◆ **What the exercise asks**: Exactly as written, retype all of the records that come next.
*** Opening of Given entries ***
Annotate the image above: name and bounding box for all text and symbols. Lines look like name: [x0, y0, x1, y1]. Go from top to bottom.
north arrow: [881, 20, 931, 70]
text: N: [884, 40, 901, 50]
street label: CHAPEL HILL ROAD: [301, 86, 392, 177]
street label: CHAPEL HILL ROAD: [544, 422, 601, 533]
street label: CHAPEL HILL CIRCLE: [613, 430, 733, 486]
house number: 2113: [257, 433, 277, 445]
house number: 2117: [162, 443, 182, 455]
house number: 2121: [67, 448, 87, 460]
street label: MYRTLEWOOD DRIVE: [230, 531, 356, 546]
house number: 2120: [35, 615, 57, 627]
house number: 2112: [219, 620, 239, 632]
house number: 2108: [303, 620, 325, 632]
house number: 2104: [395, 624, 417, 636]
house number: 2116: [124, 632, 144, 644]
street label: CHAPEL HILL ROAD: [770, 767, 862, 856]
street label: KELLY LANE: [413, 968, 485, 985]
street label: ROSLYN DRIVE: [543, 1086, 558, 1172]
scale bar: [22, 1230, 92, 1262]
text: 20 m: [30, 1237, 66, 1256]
*** Close of Given entries ***
◆ **Task output**:
Annotate the image above: name and bounding box for all text and symbols. Lines look like name: [x0, y0, x1, y1]. Go from top to bottom.
north arrow: [881, 20, 931, 70]
text: N: [884, 40, 901, 50]
street label: CHAPEL HILL ROAD: [301, 86, 392, 177]
street label: CHAPEL HILL ROAD: [544, 422, 601, 533]
street label: CHAPEL HILL CIRCLE: [613, 430, 733, 486]
house number: 2113: [257, 433, 277, 445]
house number: 2117: [162, 443, 182, 455]
house number: 2121: [67, 448, 87, 460]
street label: MYRTLEWOOD DRIVE: [230, 531, 356, 546]
house number: 2120: [35, 615, 57, 627]
house number: 2112: [219, 620, 239, 632]
house number: 2108: [303, 620, 325, 632]
house number: 2104: [395, 624, 417, 636]
house number: 2116: [124, 632, 144, 644]
street label: CHAPEL HILL ROAD: [770, 767, 862, 856]
street label: KELLY LANE: [413, 968, 485, 985]
street label: ROSLYN DRIVE: [543, 1086, 558, 1172]
scale bar: [22, 1230, 92, 1262]
text: 20 m: [30, 1237, 66, 1256]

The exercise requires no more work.